En otra pantalla, identificada como «Intensidad vs. Tiempo», aparecían impulsos que iban de izquierda a derecha, y luego se borraban.

— Son números — musitó Willie —. Alguien está emitiendo números.

— Probablemente sea alguna interferencia de la Fuerza Aérea. A lo mejor nos están tomando el pelo.

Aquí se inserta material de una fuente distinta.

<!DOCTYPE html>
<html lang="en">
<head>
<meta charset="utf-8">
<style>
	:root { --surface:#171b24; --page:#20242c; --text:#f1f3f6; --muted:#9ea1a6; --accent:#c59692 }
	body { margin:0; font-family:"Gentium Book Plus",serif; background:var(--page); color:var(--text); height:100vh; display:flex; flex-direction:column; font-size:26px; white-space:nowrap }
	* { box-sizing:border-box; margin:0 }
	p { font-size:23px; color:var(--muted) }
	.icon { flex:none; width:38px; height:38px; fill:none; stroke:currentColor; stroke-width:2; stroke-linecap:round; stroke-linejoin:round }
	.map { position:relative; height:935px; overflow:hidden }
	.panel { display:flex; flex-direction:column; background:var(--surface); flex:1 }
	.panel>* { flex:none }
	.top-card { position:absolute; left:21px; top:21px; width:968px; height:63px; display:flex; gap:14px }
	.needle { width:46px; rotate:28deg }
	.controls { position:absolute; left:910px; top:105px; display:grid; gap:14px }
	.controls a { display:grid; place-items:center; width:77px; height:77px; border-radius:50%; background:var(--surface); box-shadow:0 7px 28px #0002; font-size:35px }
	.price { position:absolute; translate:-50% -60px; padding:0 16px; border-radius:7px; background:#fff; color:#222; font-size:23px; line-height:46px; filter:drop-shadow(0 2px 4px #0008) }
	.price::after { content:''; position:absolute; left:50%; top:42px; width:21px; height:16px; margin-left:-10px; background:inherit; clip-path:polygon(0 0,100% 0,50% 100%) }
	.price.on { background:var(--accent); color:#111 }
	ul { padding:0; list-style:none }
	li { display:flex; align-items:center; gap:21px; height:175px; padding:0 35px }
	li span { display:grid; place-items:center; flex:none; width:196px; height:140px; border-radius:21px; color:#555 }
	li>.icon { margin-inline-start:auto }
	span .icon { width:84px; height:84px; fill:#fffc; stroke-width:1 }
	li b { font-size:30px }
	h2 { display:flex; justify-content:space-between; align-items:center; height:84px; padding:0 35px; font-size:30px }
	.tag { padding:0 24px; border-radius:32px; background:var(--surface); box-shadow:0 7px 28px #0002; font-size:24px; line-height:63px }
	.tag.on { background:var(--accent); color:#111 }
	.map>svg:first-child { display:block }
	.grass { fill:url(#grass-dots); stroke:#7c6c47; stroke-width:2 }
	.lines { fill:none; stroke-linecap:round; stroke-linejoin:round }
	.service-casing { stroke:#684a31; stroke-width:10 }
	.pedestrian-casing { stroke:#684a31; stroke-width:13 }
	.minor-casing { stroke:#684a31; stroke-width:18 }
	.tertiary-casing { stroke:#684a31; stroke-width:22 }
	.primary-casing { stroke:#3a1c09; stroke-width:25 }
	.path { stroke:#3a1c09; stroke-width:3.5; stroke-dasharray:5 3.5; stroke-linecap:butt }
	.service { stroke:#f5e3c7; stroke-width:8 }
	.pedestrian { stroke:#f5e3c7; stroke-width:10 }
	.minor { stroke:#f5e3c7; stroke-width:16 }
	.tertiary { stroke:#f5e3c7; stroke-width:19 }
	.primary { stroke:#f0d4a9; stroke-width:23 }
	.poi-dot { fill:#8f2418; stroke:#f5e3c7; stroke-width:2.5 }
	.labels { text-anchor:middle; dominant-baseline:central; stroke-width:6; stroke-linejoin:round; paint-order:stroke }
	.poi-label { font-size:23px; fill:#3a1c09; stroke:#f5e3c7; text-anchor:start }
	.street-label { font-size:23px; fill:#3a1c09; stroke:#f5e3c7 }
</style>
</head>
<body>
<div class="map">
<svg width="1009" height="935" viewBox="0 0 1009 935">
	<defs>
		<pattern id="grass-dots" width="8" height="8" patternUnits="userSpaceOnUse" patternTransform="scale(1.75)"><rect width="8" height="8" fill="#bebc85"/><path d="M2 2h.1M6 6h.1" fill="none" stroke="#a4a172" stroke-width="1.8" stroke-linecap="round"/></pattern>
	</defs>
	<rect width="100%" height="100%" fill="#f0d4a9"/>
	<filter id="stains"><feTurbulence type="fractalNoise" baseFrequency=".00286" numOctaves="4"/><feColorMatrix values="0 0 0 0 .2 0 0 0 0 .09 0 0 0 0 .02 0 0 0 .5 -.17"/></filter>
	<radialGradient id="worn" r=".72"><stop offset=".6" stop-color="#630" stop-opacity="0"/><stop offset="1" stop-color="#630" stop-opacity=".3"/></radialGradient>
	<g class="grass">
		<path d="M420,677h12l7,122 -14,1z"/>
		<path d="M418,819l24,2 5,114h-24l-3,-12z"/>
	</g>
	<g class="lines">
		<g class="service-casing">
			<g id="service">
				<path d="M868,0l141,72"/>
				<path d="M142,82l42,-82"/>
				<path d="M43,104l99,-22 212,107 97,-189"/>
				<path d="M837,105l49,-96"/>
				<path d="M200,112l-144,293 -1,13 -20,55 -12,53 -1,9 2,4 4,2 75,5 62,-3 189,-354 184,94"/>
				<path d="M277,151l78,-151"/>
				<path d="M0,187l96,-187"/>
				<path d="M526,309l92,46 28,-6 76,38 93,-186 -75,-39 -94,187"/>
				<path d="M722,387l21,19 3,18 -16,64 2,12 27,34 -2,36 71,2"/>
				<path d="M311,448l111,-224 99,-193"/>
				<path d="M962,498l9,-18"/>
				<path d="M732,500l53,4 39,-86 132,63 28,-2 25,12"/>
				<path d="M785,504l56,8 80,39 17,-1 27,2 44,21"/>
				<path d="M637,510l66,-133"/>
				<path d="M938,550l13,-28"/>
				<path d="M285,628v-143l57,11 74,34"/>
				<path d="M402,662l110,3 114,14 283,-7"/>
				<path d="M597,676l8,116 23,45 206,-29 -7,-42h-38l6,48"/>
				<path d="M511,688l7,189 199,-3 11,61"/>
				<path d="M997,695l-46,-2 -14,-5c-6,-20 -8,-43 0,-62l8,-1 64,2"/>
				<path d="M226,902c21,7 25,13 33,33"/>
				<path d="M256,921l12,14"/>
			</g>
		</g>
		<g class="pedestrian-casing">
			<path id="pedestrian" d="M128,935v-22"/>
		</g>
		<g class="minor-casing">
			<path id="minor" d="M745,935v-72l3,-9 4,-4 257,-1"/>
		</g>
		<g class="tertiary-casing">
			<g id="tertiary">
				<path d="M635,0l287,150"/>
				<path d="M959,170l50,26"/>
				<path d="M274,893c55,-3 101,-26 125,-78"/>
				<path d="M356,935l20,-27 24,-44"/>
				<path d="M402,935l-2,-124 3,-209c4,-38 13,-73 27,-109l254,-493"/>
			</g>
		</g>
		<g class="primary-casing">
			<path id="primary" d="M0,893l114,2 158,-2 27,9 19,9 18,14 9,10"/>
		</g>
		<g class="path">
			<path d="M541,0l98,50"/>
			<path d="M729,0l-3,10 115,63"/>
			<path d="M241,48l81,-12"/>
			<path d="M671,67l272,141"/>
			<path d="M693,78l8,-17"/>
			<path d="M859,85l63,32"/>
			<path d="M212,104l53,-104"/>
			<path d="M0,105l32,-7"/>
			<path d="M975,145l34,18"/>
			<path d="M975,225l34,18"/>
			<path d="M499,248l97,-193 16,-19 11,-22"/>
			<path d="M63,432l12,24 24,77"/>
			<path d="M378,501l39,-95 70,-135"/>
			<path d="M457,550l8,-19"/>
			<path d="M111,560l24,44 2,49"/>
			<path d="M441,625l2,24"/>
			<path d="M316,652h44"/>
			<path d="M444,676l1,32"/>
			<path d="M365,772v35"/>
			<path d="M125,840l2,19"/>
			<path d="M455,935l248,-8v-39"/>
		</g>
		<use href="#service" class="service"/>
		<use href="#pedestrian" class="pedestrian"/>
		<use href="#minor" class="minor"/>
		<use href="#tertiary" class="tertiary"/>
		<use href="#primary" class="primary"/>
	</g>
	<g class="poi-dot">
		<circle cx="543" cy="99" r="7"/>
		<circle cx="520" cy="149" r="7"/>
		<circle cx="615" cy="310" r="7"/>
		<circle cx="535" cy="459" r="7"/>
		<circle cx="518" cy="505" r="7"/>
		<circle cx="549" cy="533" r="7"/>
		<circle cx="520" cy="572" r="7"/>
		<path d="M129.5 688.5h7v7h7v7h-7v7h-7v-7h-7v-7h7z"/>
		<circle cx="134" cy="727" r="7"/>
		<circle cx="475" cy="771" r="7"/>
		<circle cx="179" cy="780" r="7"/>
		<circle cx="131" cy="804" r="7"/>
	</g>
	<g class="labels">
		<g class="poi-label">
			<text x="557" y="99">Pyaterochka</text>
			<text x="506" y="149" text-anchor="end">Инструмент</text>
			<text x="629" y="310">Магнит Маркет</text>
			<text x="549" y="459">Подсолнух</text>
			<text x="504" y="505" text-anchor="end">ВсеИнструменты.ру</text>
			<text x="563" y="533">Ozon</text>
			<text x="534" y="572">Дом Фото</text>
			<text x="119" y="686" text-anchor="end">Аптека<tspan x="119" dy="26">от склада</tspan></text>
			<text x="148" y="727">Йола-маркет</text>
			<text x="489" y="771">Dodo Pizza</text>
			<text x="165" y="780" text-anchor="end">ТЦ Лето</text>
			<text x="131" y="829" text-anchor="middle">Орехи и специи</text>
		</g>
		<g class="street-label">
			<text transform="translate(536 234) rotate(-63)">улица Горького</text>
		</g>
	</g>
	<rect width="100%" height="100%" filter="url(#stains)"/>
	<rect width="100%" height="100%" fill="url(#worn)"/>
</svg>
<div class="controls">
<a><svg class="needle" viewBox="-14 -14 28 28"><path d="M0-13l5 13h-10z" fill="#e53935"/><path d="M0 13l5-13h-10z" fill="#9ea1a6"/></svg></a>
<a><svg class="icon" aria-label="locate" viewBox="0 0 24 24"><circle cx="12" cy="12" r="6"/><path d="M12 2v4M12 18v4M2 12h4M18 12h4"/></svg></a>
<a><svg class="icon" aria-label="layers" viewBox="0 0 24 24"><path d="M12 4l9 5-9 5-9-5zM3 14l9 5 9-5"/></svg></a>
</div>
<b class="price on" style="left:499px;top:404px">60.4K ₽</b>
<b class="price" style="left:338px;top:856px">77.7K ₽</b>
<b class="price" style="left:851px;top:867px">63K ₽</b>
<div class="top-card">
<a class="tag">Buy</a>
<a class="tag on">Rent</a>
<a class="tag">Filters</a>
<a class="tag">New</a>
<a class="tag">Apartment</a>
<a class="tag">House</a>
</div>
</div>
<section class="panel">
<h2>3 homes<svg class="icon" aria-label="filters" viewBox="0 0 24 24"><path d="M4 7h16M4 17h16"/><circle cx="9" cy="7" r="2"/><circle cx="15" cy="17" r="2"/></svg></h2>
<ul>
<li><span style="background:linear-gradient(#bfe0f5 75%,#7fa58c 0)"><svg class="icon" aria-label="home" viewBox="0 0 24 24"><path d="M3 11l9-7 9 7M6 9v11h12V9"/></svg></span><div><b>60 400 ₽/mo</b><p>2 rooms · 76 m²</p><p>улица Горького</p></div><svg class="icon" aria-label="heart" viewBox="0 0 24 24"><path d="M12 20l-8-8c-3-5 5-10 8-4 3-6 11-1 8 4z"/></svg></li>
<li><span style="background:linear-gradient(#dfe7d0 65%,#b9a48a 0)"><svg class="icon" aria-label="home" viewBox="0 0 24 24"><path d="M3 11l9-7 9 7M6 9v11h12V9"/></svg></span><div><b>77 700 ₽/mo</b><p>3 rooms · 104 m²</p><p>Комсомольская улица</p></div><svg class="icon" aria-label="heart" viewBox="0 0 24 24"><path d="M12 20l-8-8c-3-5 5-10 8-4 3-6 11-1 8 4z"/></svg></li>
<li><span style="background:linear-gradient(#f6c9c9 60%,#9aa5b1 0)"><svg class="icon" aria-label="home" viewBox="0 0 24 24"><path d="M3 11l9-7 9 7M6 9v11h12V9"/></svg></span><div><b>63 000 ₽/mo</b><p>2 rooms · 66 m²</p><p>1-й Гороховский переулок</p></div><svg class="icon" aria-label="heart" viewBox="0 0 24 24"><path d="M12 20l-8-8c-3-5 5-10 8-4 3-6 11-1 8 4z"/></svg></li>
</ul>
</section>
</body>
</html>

Existían estrictos convenios para reservar al menos ciertas frecuencias de radio para la astronomía, pero precisamente, dado que dichas frecuencias constituían un canal libre, de vez en cuando los militares no podían resistir la tentación de utilizarlas. Si alguna vez se producía una guerra mundial, quizá los radioastrónomos serían los primeros en enterarse, con sus ventanas abiertas a un cosmos rebosante de órdenes dirigidas a los satélites de evaluación de daños que giraban en órbita geosincrónica y órdenes cifradas de ataque remitidas a distantes y estratégicos puestos de avanzada. Aun no habiendo tráfico militar, por el hecho de escuchar mil millones de frecuencias a un mismo tiempo los astrónomos sabían que siempre había cierta interferencia producida generalmente por relámpagos, el arranque de los automóviles, transmisiones en directo vía satélite. Sin embargo, las computadoras tenían sus números, conocían sus características y sistemáticamente hacían caso omiso de ellas. Ante la presencia de señales más ambiguas, la computadora escuchaba con más atención y se aseguraba de que no correspondieran a ningún tipo de datos que ella estuviera programada para entender. De vez en cuando sobrevolaba la zona algún avión electrónico del servicio secreto en misión de entrenamiento, y Argos de pronto captaba señales inconfundibles de vida inteligente. No obstante, siempre resultaba ser vida de tipo peculiar, inteligente hasta cierto punto, y apenas extraterrestre. Unos meses antes un F-29E con sofisticado instrumental electrónico, había volado sobre esa zona a veinticuatro mil metros de altitud, haciendo sonar la alarma de los ciento treinta y un telescopios. Para los ojos no militares de los astrónomos, la señal radial era lo suficientemente compleja como para constituir el primer mensaje provinente de una civilización extraterrestre. Luego comprobaron que el telescopio emplazado más al oeste había captado la señal un minuto antes que el ubicado más al este, y muy pronto llegaron a la conclusión de que se trataba de un objeto que cruzaba por la delgada capa de aire que rodea la Tierra, y no de una emisión de radio enviada por una civilización habitante del recóndito espacio. Casi con certeza ésa sería igual.